Exercise:
Give the count of lines in the records below that contain "halo", and say nothing more.

Materials provided:
<<<<

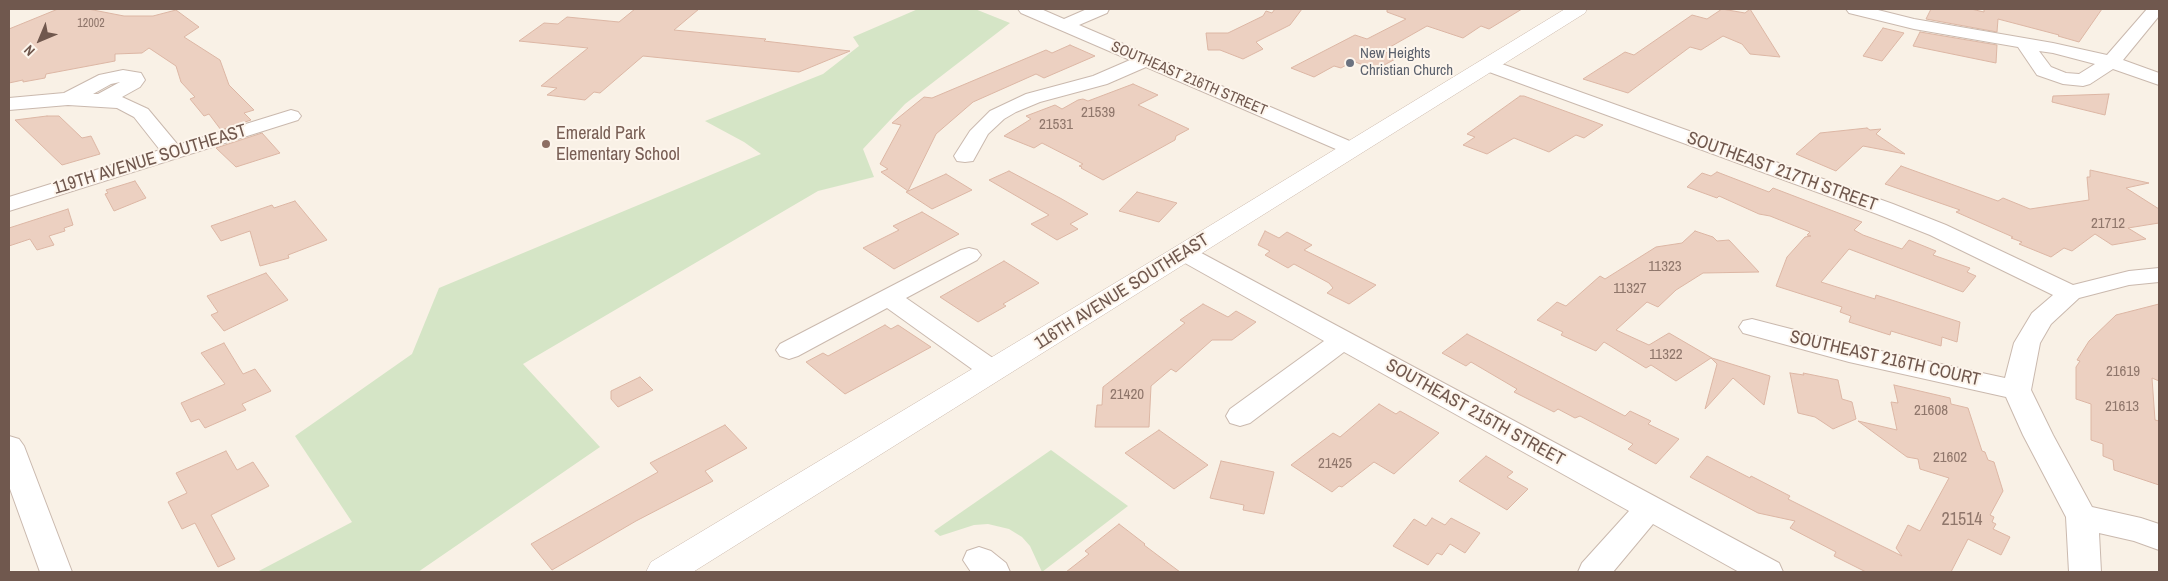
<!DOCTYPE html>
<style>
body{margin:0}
#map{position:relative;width:2168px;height:581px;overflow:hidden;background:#f9f1e6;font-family:"Archivo Narrow",sans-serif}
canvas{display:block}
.frame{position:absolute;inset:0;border:10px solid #70584e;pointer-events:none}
.north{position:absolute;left:15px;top:15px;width:50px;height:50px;-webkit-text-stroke:4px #fdf5ec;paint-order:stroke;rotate:225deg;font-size:14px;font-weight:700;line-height:20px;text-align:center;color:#70584e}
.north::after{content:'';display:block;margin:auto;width:18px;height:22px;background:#70584e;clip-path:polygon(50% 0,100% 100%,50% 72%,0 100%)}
</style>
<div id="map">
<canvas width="2168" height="581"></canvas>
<div class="frame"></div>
<div class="north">N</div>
</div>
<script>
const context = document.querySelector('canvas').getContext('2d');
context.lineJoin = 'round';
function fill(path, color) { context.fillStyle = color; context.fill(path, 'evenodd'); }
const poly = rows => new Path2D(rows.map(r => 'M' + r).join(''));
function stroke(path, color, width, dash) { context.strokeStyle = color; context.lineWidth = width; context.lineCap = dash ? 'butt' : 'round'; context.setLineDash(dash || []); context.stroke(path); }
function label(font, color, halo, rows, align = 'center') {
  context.font = font + ' "Archivo Narrow",sans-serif'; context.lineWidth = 4; context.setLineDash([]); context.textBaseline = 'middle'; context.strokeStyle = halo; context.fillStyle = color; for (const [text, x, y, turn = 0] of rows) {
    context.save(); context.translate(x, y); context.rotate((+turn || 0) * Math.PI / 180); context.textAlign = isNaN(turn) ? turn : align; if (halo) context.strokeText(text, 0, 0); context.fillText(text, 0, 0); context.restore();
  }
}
fill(poly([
 [918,9,975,9,1010,23,905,104,863,149,874,177,818,191,523,364,600,447,418,572,257,572,352,522,295,436,412,354,439,288,761,154,744,142,705,121,823,74,859,46,853,37],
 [1051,450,1128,506,1042,572,1030,546,1022,537,1009,529,988,524,974,525,940,536,934,531]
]), '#d5e5c6');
const building = poly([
 [58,9,88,9,124,16,153,16,176,10,199,27,184,37,220,60,229,85,254,110,244,113,251,120,221,130,209,114,204,116,190,99,195,97,181,82,176,66,149,48,142,53,115,54,115,61,46,74,45,78,23,82,23,80,9,83,9,29,58,9],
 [635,9,699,9,674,30,766,39,764,41,850,51,799,72,643,56,600,93,594,92,585,100,547,95,557,88,541,86,588,48,519,41,544,23,558,24,567,17,619,22,635,9],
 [1275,9,1302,9,1290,25,1256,42,1263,49,1243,59,1220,50,1208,50,1206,33,1228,33,1263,16,1266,11,1272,13,1275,9],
 [1387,9,1522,9,1489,29,1481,26,1463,38,1427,26,1383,51,1399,57,1375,70,1353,61,1341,68,1334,66,1314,77,1291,68,1355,35,1367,39,1406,19,1387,12,1387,9],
 [1722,9,1745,13,1750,9,1780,57,1750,54,1742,44,1723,36,1701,50,1690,47,1628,93,1583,79,1625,52,1634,55,1692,15,1707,19,1722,9],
 [1931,9,1971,9,1984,12,1984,9,2102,9,2079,42,2058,36,2059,35,1998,19,1997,32,1926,19,1931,9],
 [1883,28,1904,33,1882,61,1863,56,1883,28],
 [1920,32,1997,45,1996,63,1913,46,1920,32],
 [1070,45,1095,56,1044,78,1036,74,973,102,936,134,908,191,881,172,888,169,880,164,901,125,892,123,924,97,932,98,1046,50,1052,53,1070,45],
 [1133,84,1158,95,1138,105,1189,129,1176,136,1175,140,1103,180,1081,168,1082,167,1079,166,1083,164,1042,143,1034,148,1004,136,1031,119,1026,116,1055,105,1062,109,1078,100,1083,99,1088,101,1133,84],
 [2109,94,2105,115,2052,102,2053,96,2109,94],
 [1520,96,1524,96,1603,125,1584,138,1576,135,1549,152,1514,138,1487,154,1463,145,1475,137,1467,134,1520,96],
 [47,116,59,116,82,138,91,136,100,154,62,165,15,120,47,116],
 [1867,128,1870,130,1881,129,1876,134,1905,154,1863,146,1836,171,1796,154,1820,133,1867,128],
 [262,133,280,153,236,167,216,148,262,133],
 [1901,166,1998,201,2003,198,2030,209,2089,200,2087,177,2090,177,2090,170,2149,183,2126,188,2159,209,2159,223,2128,228,2146,239,2112,245,2095,234,2072,251,2064,248,2051,257,2019,244,2022,242,2011,238,2013,237,1956,212,1960,210,1885,184,1901,166],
 [1009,171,1060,198,1088,214,1070,224,1078,229,1057,240,1031,224,1049,215,989,180,1009,171],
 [1717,172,1769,192,1773,188,1862,222,1854,230,1863,235,1902,249,1909,240,1936,251,1933,255,1970,268,1967,272,1976,276,1963,292,1849,249,1821,282,1875,299,1876,295,1960,322,1957,342,1942,337,1941,346,1891,331,1890,335,1849,322,1851,316,1840,312,1842,307,1776,286,1787,257,1805,237,1811,236,1807,235,1810,232,1770,216,1759,214,1719,196,1717,198,1687,187,1702,173,1711,176,1717,172],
 [946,174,972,190,932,209,906,192,946,174],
 [135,181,146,198,114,211,105,194,108,193,106,190,135,181],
 [1137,192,1177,203,1159,222,1119,211,1137,192],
 [295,201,327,240,288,255,289,258,260,266,250,231,221,241,211,226,272,205,274,208,295,201],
 [68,209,73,225,64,228,65,231,49,236,54,245,37,250,30,239,9,246,9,228,68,209],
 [922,212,959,234,894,269,863,248,899,230,893,226,922,212],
 [1265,231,1279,238,1287,232,1312,245,1304,250,1376,285,1349,304,1327,293,1333,288,1329,283,1294,264,1288,268,1265,255,1270,251,1258,245,1265,231],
 [1695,231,1713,237,1717,241,1729,240,1759,272,1703,273,1676,290,1658,307,1647,302,1616,330,1649,345,1669,333,1712,358,1770,376,1764,405,1733,378,1705,409,1717,364,1711,358,1676,381,1651,365,1646,368,1604,342,1596,351,1561,335,1563,332,1537,320,1557,302,1566,306,1600,276,1605,279,1656,247,1682,243,1695,231],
 [1004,261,1039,283,1003,304,1006,306,978,322,940,297,1004,261],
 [266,273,288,300,224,331,211,315,218,312,207,296,266,273],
 [1203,304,1228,317,1236,311,1256,322,1232,340,1212,340,1176,372,1171,369,1151,386,1149,427,1095,427,1097,405,1102,405,1103,387,1185,323,1180,320,1203,304],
 [2159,304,2159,381,2152,378,2155,420,2159,421,2159,485,2114,470,2113,460,2103,456,2103,444,2091,440,2091,404,2076,399,2076,367,2080,361,2077,360,2089,341,2116,315,2159,304],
 [885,325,891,329,898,325,931,347,845,394,806,362,823,353,828,356,885,325],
 [1467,334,1625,416,1630,411,1651,421,1648,424,1679,439,1656,464,1628,449,1633,444,1580,416,1575,418,1558,409,1554,412,1514,392,1517,389,1471,362,1466,366,1442,353,1467,334],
 [224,343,243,374,255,369,271,391,242,404,246,410,205,428,199,419,191,422,181,403,225,384,201,353,224,343],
 [1790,373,1804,375,1803,373,1838,380,1842,399,1852,402,1856,419,1833,429,1815,417,1798,413,1790,373],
 [640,377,653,390,618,407,611,399,611,391,640,377],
 [1894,385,1950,398,1951,404,1968,408,1982,451,1985,452,1988,460,1994,462,2003,491,1990,515,1994,517,1992,522,1996,524,1993,529,2010,537,2001,555,1968,539,1951,572,1866,572,1834,556,1836,552,1790,528,1795,521,1758,513,1690,477,1707,456,1750,478,1751,476,1790,496,1788,499,1902,556,1896,548,1908,525,1920,531,1949,478,1920,469,1918,459,1907,457,1858,421,1897,430,1891,402,1898,403,1894,385],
 [1379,404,1396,414,1400,411,1439,433,1394,474,1374,462,1342,487,1339,486,1332,492,1291,465,1333,433,1340,437,1379,404],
 [725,425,747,448,705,471,713,481,636,521,552,570,531,544,658,472,650,463,725,425],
 [1159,430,1208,465,1174,489,1125,453,1159,430],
 [226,451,237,470,253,462,269,486,211,515,235,559,218,567,195,523,182,529,168,502,187,493,176,473,226,451],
 [1486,456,1513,472,1507,477,1528,489,1507,510,1459,481,1486,456],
 [1221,461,1274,472,1264,514,1243,510,1244,505,1210,498,1221,461],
 [1432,518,1445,525,1451,518,1480,533,1465,553,1450,544,1442,555,1437,553,1428,565,1393,546,1414,519,1426,526,1432,518],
 [1119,524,1145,544,1144,545,1180,572,1066,572,1089,554,1085,551,1119,524]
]);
fill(building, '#ecd0c1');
stroke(building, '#dcb6a4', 1);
const street = poly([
 [1018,9,1041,9,1064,19,1087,9,1109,9,1107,13,1079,25,1359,145,1363,149,1359,153,1352,155,1345,153,1146,67,1107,84,1040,102,1016,112,1004,119,988,134,973,161,965,162,957,161,954,156,970,131,990,111,1026,94,1093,76,1130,60,1021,13,1018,9],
 [1846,9,1874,9,1914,19,2053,43,2107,55,2147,9,2159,9,2159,16,2123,60,2159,73,2159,85,2113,69,2090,84,2083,86,2063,84,2037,75,2018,47,1914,29,1849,13,1846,9],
 [2039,51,2053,53,2095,64,2079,74,2066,73,2051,67,2039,51],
 [1488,59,1893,204,1946,225,2073,285,2129,271,2159,268,2159,282,2129,285,2079,298,2051,324,2040,343,2031,390,2053,435,2092,507,2141,518,2159,524,2159,550,2134,541,2099,533,2101,572,2069,572,2066,517,2023,435,2006,397,1849,362,1743,333,1739,327,1743,321,1752,319,1849,344,2005,378,2014,343,2032,313,2053,295,1930,235,1877,214,1481,69,1479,65,1481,61,1488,59],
 [123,70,141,73,145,80,140,87,122,97,148,109,178,145,291,110,298,112,301,116,298,120,9,211,9,197,160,150,134,117,117,108,68,105,9,110,9,98,64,93,99,75,123,70],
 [120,82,98,94,93,94,111,84,120,82],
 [1184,246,1192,248,1779,563,1783,572,1739,572,1653,524,1613,572,1578,572,1582,563,1629,511,1344,352,1250,423,1240,426,1230,423,1226,416,1230,409,1324,341,1176,258,1172,253,1176,248,1184,246],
 [969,248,977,250,981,255,977,260,906,298,1003,365,1007,371,1003,377,993,380,983,377,887,308,798,356,789,359,780,356,776,350,780,344,961,250,969,248],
 [9,436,19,439,24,446,72,572,40,572,9,486,9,436],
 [979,547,991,551,1006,563,1010,572,971,572,963,560,967,551,979,547]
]);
const secondary = poly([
 [1565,9,1587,9,1585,13,693,572,646,572,651,562,1175,247,1565,9]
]);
stroke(street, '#cab9ae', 2);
stroke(secondary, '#ccb9ac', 1);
fill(street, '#fff');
fill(secondary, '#fff');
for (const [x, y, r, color] of [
 [1350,63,5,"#6b7280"],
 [546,144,5,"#8d6e63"]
]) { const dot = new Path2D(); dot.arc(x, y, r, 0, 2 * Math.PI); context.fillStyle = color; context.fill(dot); stroke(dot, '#fdf5ec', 2); }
label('12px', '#8f766b', null, [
 ["12002",91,24]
]);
label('15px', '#5b616d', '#fdf5ec', [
 ["New Heights",1360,54],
 ["Christian Church",1360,71]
], 'left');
label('15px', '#70584e', '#fdf5ec', [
 ["SOUTHEAST 216TH STREET",1189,79,23]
]);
label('15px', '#8f766b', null, [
 ["21539",1098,113],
 ["21531",1056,125],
 ["21712",2108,224],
 ["11323",1665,267],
 ["11327",1630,289],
 ["11322",1666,355],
 ["21619",2123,372],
 ["21420",1127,395],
 ["21613",2122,407],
 ["21608",1931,411],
 ["21602",1950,458],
 ["21425",1335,464]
]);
label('18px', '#785e54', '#fdf5ec', [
 ["Emerald Park",556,134],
 ["Elementary School",556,155]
], 'left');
label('18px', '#70584e', '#fdf5ec', [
 ["119TH AVENUE SOUTHEAST",150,160,-17],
 ["SOUTHEAST 217TH STREET",1782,172,20],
 ["116TH AVENUE SOUTHEAST",1122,292,-32],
 ["SOUTHEAST 216TH COURT",1885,359,13],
 ["SOUTHEAST 215TH STREET",1475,413,29]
]);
label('18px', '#8f766b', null, [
 ["21514",1962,520]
]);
</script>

>>>>

Solution for this problem:
3